Such drama in the garden, so easily overlooked.


Some clever spiders have built their webs near the lavender, a major attraction for bees. So several bees have met a sticky end.

I despaired of getting a photo of the dragonflies or damselflies flitting around. It was definitely my lack of technique not the fault of the camera, since V. succeeded wonderfully. Luckily for them they seem to be too big to get caught up in the spider webs.

Saturday, 20 November 2010

the latest look

Spring was wet. Now the weather's warming up. The garden and its inhabitants are so-o-o-o happy and performing so well they deserve a bonus - awarded in admiration, appreciation and compost.








Saturday, 13 November 2010

echoes in time


I didn’t photograph them. They were just ordinary houses, with unremarkable front and back gardens – not unlike the suburban house I grew up in. Without photos, I hold them in my mind, determined not to lose the images of what the houses across the road looked like before land values rocketed and the developers stepped in.

‘When a thing is gone it is gone,’ said Jack stubbornly. ‘When a house is knocked down and another built in its place, why the first house is gone forever.’

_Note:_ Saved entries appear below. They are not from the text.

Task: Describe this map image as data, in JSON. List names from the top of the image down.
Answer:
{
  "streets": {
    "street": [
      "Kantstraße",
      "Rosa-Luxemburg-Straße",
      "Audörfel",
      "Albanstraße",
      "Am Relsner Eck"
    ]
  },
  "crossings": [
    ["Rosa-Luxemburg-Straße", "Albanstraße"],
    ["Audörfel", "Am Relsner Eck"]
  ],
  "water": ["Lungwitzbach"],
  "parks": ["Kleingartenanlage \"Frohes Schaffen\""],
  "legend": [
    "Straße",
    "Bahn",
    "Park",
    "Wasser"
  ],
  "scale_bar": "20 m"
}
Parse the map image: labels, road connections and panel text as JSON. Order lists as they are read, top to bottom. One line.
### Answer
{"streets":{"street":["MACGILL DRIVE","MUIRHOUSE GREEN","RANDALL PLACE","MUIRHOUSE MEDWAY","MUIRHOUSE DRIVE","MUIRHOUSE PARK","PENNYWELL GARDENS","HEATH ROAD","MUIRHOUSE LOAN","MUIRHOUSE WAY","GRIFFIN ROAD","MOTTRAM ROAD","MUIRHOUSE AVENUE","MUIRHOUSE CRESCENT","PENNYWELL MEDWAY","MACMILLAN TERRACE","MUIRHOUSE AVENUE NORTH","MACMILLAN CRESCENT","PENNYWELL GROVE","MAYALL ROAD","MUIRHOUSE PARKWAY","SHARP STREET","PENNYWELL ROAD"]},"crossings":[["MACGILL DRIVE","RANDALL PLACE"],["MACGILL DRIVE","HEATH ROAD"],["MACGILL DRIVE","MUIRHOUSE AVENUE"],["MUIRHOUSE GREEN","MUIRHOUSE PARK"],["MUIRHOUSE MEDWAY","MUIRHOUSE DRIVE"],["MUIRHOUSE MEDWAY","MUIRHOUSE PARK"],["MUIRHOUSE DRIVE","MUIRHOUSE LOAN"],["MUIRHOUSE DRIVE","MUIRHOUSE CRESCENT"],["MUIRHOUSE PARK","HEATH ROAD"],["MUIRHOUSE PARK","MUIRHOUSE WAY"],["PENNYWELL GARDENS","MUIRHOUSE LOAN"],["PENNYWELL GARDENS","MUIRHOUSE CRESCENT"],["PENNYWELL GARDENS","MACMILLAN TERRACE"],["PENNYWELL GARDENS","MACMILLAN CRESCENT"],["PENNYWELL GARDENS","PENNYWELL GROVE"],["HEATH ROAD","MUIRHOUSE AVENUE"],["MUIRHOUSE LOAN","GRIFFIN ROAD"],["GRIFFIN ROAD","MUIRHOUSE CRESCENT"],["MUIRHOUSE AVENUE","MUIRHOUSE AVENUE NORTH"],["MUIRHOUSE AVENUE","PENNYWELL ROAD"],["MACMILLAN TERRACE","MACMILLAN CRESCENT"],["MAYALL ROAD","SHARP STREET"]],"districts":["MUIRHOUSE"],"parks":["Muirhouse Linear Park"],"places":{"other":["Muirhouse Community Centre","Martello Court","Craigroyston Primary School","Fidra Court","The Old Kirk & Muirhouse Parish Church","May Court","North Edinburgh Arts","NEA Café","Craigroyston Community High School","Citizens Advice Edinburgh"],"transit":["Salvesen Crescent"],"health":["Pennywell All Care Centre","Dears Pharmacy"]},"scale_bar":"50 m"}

‘Even that is not so simple as you would believe,’ said the Dragon, ‘for whatever has stood in the world leave behind an imprint, an echo, a scent, a spirit. What is destroyed is also reclaimed. What has been lost waits to be found.’

Jack was out of his depth, like a swimmer who can hardly see the land. Dragons talk in riddles, yes, in riddles …

‘Time passes,’ said the Dragon, ‘the clock chimes, men are born, grow old, and die, the world changes. All that is true, Jack, but that is not the sum of truth. You are young, but your deepest mind is as old as the mind of the first man who ever was, and what he saw, you can see, and what he knew, you can know, and what he feared, you fear too. You are many Jacks, many minds, many lives, but you live this one now, and that is what you see, like a man in a great house who confines himself to a single room and a single view.

‘And I, I am older even than mankind, and I have seen much.’

Jack thought of the Thames, and how his mother had told him that the Romans had rowed up the river and how in those days, so far away, the banks were thickly wooded and mammoths roamed the land. And how there were rich houses along the banks of the Thames, and the mammoths were all gone, but the river still ran its course. It was the same river. Perhaps his mind was like that river.’

Taking a long range view of human history helps put things in a refreshingly different perspective compared to the short term thinking and planning of politicians with an eye to the next election.

I like the poetic way Jeanette Winterson writes about time - that tricky, slippery dimension that is so abstract, so difficult to understand, yet permeates our experiences and identities.

For a long time Silver sat reading and trying to read the book. Then she noticed that it was getting dark, and that the whole day must have passed. A short day, she thought, but then she knew from past experience that some days are shorter than others, that time is not what it seems to be by the sun and the clock…

The quotes are from Jeanette Winterson’s novel, The Battle of the Sun, published by Bloomsbury in 2009.


Thursday, 4 November 2010

hearing the garden

I wonder why we tend to privilege seeing the garden over hearing the garden.

It was Sunday. I got up early, looked at and listened to the garden. The usual sounds of traffic were muted. It was raining hard.

Standing in the doorway so as not to get wet and, more importantly, not to get the camera wet, this is what I saw and heard.


video

Monday, 1 November 2010

no safety in numbers

In the light of the moon a little egg lay on a leaf. 

I read this book to my kids and now I’m reading it to my grandkids.  I always enjoyed it but now it churns me up inside … I’ve been rethinking my stance on welcoming wildlife including insects to the garden.  It rather depends on the  numbers involved.

One egg hatching one caterpillar is delightful. But there was nothing delightful about the hundreds of eggs on each leaf of my still young eucalypts. Initially I did what seemed the most sensible thing to do at the time:  just ignore the whole thing.


 After a couple of weeks the leaves on the largest of the small eucalypts become brown and see-through like lace. The same thing was starting to happen to the neighbouring even smaller eucalypts. Time to put on my reading glasses to confront the details.  Horrors! Caterpillars climbing up and down the trunk and on leaves. Hundreds of them. Eggs still unhatched.


Then I saw a spider.  Thank goodness.  Here was a natural predator of  caterpillars that would help keep the numbers down. From the top rung of the ladder I watched in fascination as the spider approached a largish caterpillar. Come on, I said to it encouragingly. At the spider’s approach the caterpillar loomed upwards swaying menacingly. The spider quite sensibly beat a fast retreat back the way it had come.

Hmm ... time to make a plan. I certainly wasn’t going to use chemical sprays.  And I didn’t have the stomach (or finger pressure) to do so much squishing and squashing. So I cut off the affected leaves and put them in the rubbish bin.

Now the tree looks like this.


 Yesterday I watched a cute caterpillar moving along a branch of a grevillea shrub. It was blue and white striped and very cute. So far as I could see it was alone. That meant I could afford to be merciful and generous and choose not to use my power to end its life.  I look forward to seeing it flying around some time soon as a lovely butterfly.